After all, it was only three years after he left the northern city, where he was reader in English Language, then a professor, when he is believed to have written the first line of The Hobbit on an exam candidate’s paper: “In a hole in the ground, there lived a hobbit”.

J.R.R. Tolkien was born in South Africa in 1892. He was educated in Oxford and fought in the First World War. After working on the Oxford English Dictionary, in 1920 he came to Leeds University, aged 28, to develop the linguistic side of the syllabus in the School of English, Some aspects of the syllabus he developed, such as Medieval Welsh, which he introduced to Leeds, were still taught 80 years later.

At Leeds, alongside his academic work, Tolkien was developing his fiction. He wrote poetry for a Leeds student magazine The Gryphon, with elves and kings among his subjects, and did some work for his first big work The Silmarillion.  (There is talk of this being made as a prequel film.)

He honed his story-teller’s skills in this city. In 1920 he started to write The Father Christmas Letters, for his son, John. In 1925 he wrote a story for his second boy, Michael, based on losing a toy dog on the beach at Filey, on the Yorkshire coast. (This was published in 1998 as Roverandum.)

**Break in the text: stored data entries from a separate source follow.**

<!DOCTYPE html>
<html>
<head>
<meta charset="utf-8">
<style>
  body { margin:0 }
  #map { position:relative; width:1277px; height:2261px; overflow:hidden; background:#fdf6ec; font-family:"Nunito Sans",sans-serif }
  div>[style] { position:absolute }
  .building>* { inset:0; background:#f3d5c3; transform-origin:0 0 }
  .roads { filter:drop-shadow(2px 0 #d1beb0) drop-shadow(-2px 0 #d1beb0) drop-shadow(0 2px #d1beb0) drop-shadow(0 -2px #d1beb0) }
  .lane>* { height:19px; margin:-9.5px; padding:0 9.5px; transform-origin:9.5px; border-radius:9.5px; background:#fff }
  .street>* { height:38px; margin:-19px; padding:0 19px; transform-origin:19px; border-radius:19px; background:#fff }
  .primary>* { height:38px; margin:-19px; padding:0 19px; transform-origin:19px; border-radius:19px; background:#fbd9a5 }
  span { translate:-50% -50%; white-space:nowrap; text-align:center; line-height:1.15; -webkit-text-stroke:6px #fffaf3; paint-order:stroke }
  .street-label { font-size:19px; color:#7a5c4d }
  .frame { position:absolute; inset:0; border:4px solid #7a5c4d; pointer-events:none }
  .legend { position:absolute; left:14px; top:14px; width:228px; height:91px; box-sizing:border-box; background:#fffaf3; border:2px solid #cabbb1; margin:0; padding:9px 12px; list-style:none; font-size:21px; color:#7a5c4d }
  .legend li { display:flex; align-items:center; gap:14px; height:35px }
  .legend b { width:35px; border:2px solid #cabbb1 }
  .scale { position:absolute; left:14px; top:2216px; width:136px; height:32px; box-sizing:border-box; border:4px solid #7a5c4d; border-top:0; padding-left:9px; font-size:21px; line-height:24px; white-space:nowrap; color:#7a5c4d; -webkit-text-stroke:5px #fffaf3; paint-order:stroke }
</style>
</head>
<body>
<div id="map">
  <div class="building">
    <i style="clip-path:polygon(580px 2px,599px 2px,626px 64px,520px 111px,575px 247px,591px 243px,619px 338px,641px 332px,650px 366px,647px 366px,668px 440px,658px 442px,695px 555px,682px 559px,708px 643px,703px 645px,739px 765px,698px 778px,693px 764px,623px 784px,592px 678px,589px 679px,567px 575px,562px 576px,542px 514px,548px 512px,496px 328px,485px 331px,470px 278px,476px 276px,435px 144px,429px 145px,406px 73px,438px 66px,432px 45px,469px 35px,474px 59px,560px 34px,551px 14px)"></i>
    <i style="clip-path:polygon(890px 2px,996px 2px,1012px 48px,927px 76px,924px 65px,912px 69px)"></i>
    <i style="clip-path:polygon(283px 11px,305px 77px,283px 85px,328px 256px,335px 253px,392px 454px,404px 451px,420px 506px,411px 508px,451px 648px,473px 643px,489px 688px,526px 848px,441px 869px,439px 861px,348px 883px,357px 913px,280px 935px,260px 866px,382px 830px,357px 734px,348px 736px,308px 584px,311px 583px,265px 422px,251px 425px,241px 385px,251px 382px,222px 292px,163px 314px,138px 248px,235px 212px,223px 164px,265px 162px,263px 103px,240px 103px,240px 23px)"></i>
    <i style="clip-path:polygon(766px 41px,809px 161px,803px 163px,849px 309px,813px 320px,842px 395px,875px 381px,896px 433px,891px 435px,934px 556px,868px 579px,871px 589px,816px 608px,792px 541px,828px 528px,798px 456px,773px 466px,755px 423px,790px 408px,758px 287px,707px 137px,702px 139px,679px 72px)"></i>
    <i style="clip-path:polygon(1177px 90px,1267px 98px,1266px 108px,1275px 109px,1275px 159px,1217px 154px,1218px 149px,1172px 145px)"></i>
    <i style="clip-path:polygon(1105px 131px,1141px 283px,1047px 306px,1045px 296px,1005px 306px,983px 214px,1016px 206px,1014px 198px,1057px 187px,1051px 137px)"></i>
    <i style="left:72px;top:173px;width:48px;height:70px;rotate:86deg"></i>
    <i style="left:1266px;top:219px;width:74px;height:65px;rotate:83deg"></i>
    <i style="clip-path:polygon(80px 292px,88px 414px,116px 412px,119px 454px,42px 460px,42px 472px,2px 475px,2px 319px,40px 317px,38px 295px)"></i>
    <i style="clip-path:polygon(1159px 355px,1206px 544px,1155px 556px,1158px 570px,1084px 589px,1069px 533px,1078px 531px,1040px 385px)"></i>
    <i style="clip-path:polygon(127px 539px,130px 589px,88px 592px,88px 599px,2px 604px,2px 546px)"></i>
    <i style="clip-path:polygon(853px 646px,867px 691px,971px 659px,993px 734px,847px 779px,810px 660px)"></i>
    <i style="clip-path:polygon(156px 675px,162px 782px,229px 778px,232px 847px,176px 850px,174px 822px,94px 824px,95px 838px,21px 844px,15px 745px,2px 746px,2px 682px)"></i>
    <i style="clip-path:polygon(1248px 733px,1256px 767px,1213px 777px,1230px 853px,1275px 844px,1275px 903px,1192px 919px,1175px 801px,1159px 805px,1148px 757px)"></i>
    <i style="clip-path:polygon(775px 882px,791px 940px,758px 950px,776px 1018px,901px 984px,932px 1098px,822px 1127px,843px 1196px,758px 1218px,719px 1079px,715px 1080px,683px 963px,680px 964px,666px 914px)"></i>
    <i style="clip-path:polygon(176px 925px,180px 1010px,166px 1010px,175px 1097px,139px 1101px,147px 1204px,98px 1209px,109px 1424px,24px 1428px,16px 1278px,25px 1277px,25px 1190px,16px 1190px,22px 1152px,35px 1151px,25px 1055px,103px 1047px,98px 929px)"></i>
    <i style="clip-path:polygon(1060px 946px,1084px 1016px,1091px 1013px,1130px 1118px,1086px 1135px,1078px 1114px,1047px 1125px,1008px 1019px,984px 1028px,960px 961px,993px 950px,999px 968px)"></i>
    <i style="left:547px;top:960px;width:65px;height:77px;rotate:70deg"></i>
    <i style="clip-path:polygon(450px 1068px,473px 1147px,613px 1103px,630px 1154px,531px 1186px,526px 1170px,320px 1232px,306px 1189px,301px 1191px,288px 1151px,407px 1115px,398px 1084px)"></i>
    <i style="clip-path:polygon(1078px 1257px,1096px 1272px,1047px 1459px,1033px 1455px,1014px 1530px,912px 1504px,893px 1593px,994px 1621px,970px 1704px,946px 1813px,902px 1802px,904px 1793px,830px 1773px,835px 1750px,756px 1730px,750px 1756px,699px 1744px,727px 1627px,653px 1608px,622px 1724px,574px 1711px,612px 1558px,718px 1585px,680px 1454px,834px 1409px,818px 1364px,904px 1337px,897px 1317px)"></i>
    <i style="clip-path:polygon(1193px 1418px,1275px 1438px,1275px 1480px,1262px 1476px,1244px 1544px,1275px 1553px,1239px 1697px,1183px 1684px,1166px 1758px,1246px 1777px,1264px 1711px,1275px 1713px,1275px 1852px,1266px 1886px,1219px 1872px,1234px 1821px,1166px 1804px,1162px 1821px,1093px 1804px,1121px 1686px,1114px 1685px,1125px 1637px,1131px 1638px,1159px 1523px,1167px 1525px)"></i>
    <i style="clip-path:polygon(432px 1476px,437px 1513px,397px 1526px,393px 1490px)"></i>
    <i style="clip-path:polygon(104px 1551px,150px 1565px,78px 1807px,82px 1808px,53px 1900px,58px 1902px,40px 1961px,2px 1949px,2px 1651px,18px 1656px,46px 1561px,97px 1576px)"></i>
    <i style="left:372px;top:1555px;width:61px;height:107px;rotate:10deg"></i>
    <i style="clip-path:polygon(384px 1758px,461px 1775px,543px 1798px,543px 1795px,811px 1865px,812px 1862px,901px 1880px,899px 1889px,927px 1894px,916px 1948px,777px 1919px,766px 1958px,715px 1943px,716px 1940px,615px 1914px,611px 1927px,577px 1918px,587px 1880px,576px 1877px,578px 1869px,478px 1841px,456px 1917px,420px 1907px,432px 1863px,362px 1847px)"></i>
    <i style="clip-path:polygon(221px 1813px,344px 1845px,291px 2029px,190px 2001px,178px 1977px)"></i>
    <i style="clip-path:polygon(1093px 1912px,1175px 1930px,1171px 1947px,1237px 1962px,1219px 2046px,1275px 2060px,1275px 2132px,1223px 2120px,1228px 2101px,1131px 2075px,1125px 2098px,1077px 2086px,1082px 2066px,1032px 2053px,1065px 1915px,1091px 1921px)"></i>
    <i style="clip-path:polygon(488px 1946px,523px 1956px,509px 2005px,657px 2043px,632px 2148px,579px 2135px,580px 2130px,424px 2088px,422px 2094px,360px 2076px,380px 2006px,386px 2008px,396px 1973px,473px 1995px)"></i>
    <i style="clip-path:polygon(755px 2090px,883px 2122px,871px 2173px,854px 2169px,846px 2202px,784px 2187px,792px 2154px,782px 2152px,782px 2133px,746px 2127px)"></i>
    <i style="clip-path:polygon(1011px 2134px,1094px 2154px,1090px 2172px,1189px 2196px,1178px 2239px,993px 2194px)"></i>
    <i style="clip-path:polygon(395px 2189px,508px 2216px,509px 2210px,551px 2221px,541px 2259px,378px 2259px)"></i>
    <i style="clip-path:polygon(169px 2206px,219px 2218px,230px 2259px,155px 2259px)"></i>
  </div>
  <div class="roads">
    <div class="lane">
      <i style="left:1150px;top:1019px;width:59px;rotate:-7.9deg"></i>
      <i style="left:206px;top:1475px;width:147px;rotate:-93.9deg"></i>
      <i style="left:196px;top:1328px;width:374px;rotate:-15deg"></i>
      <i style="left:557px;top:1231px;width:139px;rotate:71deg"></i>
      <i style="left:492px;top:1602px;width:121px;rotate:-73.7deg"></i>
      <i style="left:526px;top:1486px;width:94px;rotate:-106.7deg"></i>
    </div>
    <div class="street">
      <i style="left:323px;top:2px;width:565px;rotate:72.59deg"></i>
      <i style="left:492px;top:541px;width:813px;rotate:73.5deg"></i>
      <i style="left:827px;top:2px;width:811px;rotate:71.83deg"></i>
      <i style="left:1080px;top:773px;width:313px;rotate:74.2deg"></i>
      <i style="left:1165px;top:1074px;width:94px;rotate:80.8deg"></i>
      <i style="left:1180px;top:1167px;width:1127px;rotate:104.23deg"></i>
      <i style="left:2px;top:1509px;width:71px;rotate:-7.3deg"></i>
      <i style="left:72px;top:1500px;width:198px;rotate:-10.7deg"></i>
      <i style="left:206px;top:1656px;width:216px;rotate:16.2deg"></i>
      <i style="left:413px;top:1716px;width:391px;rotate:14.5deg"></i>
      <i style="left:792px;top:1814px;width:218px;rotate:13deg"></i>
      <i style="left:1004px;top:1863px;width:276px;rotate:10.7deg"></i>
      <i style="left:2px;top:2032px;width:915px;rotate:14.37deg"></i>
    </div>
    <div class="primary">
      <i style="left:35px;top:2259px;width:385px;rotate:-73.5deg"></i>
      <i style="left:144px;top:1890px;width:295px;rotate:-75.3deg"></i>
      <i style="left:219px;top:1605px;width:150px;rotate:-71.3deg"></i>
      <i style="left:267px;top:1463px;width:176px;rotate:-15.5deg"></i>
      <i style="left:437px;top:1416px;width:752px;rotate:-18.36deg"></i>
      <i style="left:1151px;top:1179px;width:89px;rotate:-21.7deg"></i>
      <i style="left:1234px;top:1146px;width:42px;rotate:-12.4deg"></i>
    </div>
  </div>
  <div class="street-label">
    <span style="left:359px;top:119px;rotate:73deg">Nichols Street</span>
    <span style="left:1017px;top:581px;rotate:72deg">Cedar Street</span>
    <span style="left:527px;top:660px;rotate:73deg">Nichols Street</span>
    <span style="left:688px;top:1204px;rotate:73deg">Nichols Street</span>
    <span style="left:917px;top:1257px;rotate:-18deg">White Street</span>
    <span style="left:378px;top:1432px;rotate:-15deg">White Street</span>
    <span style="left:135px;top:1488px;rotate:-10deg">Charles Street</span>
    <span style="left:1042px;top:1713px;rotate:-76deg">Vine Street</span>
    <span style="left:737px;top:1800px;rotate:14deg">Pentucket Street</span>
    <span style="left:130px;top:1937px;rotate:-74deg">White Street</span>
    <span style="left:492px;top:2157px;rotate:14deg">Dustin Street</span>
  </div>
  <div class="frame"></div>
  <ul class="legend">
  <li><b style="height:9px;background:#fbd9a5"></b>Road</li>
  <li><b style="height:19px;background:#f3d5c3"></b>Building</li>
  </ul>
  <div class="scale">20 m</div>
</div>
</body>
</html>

We will never know, but it would be nice to think that he turned over the first roughly-sketched notions of the world of elves and dwarfs on the No. 1 bus, riding down Otley Road and Headingley Lane, then down Woodhouse Lane  on his way to work. Perhaps they were light relief from some abstruse details of Old and Middle English Philology, or second year Old Icelandic and Medieval Welsh.Perhaps he drew linguistic inspiration from, for example, the work of the Yorkshire Dialect Society, of which he was a member. At least one local name, wetwang (a wet field, marshy place), made it into the Lord of the Rings.

Tolkien is remembered  in the city where he does seem to have felt briefly at home – he wrote: “I was devoted to the University of Leeds, which was very good to me, and to the students, whom I left with regret. The present students are among my most attentive readers.”